I was working on this problem:
Use Itô's formula to prove that the following stochastic processes
are martingales:
$$ \begin{equation}
\bullet \quad X_t = e^\frac{t}{2}\cos B_t \\
\bullet \quad X_t = e^\frac{t}{2}\sin B_t \\
\bullet \quad X_t = (B_t + t)e^{-B_t – \frac{t}{2}} \\
\end{equation}$$
I used Ito's lemma to prove that the resulting stochastic differential equation is independent of any drift factor. How does it imply that $X_t$ is a martingale, mathematically. How can you prove it?
$$ \begin{equation}
\bullet \quad dX_t = -e^\frac{t}{2}\sin B_t dB_t \\
\bullet \quad dX_t = e^\frac{t}{2}\cos B_t dB_t \\
\bullet \quad dX_t = e^{-B_t – \frac{t}{2}}(1 – B_t -t)dB_t \\
\end{equation}$$
These are the resulting differential equations, all independent of drift. How can you prove, in general, that an SDE independent of drift, is a Martingale?
Best Answer
This is in general because $dB_t$ is independent of $B_t$ by the definition of the Wiener process/Brownian motion.

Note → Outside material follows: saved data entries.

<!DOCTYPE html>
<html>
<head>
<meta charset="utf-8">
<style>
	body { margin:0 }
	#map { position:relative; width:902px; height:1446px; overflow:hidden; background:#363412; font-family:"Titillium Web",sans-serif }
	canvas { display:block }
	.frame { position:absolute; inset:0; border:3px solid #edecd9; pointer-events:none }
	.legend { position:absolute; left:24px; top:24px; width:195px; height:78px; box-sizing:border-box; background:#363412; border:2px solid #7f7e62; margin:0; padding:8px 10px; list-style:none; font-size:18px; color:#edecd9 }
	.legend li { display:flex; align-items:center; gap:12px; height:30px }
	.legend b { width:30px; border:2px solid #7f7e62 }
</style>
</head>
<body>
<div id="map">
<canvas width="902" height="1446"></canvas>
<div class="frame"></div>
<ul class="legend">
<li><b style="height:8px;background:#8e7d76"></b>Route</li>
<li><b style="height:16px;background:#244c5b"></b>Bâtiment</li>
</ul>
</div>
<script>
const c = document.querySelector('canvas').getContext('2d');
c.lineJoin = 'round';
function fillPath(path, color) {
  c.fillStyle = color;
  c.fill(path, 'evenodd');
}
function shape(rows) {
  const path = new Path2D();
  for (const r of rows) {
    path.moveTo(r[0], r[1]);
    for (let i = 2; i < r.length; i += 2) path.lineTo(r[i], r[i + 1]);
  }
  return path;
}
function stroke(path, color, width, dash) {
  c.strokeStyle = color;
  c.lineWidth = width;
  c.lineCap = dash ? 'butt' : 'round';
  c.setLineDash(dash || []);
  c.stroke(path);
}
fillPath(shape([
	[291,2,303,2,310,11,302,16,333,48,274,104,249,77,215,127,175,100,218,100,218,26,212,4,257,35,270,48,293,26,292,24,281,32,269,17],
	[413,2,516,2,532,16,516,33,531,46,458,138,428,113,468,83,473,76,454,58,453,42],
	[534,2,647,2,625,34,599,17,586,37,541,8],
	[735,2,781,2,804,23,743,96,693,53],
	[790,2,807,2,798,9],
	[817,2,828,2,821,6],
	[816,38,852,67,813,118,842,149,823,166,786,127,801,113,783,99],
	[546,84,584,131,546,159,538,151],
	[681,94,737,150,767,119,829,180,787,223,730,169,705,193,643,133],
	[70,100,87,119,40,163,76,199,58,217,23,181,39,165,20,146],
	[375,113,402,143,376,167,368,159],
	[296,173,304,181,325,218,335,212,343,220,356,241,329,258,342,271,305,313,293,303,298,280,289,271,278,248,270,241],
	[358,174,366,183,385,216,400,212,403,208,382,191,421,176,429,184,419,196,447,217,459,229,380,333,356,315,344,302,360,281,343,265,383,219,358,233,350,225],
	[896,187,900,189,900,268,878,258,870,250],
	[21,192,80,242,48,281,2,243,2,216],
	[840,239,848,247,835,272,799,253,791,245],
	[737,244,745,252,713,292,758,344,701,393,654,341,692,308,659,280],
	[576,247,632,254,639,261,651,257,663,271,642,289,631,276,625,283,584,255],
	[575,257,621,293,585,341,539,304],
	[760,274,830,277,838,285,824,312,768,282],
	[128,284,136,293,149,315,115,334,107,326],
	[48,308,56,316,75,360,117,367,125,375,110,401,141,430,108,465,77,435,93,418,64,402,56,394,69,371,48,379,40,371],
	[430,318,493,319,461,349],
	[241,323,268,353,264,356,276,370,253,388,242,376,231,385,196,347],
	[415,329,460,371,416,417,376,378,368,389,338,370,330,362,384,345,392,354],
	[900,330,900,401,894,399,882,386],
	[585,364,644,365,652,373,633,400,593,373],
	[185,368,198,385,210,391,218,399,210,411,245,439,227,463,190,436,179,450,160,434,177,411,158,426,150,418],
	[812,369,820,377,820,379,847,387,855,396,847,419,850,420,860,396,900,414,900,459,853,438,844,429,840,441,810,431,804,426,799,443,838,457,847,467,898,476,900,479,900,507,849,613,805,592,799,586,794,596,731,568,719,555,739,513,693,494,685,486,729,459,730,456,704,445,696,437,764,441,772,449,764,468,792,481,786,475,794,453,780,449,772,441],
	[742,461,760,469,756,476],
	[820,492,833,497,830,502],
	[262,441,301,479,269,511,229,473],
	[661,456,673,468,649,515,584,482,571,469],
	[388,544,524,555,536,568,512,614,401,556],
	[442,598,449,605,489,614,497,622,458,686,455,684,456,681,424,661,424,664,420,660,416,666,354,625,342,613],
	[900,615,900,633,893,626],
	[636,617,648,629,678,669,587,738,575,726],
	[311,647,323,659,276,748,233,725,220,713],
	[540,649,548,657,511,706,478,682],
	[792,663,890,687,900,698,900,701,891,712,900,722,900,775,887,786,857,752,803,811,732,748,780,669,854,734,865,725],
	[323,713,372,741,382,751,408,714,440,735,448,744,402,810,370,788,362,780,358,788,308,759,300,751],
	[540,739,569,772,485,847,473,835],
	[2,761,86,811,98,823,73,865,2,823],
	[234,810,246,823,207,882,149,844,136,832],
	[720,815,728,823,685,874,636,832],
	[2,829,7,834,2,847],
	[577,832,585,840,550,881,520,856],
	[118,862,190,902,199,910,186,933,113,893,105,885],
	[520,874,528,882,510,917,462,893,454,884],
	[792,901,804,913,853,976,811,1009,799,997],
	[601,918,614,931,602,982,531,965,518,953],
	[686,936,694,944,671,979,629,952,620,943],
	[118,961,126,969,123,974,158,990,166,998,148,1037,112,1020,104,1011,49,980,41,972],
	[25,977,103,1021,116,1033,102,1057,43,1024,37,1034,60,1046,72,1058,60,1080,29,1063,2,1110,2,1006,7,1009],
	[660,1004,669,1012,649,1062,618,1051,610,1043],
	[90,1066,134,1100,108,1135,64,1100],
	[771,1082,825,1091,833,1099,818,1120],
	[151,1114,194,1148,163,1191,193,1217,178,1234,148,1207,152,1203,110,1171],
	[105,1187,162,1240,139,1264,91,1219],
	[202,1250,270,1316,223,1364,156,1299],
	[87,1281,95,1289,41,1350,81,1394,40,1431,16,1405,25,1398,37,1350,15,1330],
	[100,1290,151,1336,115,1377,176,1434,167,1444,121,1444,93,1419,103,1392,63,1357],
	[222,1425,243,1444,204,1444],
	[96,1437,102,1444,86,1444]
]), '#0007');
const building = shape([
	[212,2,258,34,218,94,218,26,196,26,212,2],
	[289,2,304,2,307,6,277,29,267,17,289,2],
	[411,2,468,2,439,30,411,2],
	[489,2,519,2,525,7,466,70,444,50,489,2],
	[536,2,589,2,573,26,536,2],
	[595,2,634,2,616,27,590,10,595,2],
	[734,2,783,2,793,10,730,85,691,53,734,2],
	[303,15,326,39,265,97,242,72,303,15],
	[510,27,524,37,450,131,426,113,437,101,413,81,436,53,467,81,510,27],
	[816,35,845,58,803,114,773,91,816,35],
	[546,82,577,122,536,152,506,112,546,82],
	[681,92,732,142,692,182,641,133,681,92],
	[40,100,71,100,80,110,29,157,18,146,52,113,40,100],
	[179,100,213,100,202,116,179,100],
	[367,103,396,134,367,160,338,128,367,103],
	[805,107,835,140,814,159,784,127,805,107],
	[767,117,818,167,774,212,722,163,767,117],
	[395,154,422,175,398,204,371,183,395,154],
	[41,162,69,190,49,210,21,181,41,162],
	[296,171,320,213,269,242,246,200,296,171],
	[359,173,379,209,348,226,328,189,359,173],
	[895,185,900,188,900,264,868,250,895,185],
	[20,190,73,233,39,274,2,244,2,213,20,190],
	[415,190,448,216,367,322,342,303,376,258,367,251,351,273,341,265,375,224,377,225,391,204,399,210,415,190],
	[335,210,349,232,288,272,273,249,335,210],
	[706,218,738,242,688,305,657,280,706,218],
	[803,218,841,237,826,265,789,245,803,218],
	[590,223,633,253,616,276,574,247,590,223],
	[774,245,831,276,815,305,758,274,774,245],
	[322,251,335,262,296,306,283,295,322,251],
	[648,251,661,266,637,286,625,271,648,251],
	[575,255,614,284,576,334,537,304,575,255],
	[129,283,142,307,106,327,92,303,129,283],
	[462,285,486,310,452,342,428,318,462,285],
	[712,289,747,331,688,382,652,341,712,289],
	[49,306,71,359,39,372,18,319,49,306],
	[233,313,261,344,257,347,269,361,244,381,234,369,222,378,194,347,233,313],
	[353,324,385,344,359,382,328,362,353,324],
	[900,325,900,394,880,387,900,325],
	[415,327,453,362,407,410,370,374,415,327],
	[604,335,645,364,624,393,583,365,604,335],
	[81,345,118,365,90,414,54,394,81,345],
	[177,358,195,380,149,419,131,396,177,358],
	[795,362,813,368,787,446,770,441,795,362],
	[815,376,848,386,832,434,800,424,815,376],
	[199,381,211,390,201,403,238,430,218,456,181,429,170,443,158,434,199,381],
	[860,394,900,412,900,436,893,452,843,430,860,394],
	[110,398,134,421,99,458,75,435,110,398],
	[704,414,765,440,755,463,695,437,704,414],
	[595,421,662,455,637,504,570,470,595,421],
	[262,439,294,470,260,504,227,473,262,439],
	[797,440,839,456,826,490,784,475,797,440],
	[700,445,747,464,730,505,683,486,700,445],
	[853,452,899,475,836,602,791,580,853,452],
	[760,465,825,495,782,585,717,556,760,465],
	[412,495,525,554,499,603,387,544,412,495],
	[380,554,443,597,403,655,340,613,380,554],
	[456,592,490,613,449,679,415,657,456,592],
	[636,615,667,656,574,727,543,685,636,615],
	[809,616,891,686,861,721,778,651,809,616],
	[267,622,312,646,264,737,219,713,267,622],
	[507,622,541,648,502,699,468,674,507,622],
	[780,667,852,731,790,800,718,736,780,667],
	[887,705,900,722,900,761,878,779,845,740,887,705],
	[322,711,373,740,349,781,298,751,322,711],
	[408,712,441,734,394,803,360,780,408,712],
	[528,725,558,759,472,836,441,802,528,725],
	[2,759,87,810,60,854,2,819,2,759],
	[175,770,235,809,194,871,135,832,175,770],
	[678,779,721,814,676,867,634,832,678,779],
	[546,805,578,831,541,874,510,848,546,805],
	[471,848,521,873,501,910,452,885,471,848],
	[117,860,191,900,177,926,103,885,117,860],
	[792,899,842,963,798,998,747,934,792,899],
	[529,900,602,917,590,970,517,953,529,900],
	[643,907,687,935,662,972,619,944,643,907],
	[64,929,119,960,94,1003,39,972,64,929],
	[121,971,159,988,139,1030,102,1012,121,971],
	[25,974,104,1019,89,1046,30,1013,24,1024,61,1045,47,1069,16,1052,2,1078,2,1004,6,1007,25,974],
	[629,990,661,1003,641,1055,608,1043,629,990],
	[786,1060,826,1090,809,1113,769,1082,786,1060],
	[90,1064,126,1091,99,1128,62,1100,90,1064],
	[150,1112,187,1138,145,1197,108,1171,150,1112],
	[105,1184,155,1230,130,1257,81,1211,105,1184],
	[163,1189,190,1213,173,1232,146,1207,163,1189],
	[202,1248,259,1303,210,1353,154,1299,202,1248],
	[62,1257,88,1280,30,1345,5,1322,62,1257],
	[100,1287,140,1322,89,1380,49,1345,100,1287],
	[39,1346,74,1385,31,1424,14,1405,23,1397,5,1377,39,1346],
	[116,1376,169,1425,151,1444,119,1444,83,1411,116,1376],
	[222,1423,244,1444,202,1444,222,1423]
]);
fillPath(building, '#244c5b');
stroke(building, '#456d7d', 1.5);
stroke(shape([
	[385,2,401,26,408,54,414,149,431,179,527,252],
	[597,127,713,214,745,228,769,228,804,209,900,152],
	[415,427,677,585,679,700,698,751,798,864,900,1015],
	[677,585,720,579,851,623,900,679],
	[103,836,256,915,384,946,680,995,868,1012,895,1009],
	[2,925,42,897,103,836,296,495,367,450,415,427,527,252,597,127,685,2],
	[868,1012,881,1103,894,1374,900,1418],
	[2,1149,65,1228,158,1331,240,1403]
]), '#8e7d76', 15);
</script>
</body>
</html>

More specifically, for the unbound parts of the path in the future of time point $s$, $t\ge s$ $\newcommand{\IE}{\Bbb E}$ $$ \IE_s(f(t,B_t)dB_t)=\IE_s(f(t,B_t))\IE_s(dB_t)=0 $$ which taken together with the fixed parts of the path under $\cal F_s$ in the past of time point $s$ implies $$ \IE_s(X_t-X_0)=\IE_s\left(\int_0^t f(u,B_u)dB_u\right)=\int_0^s f(u,B_u)dB_u=X_s-X_0. $$ This is the main property defining a martingale.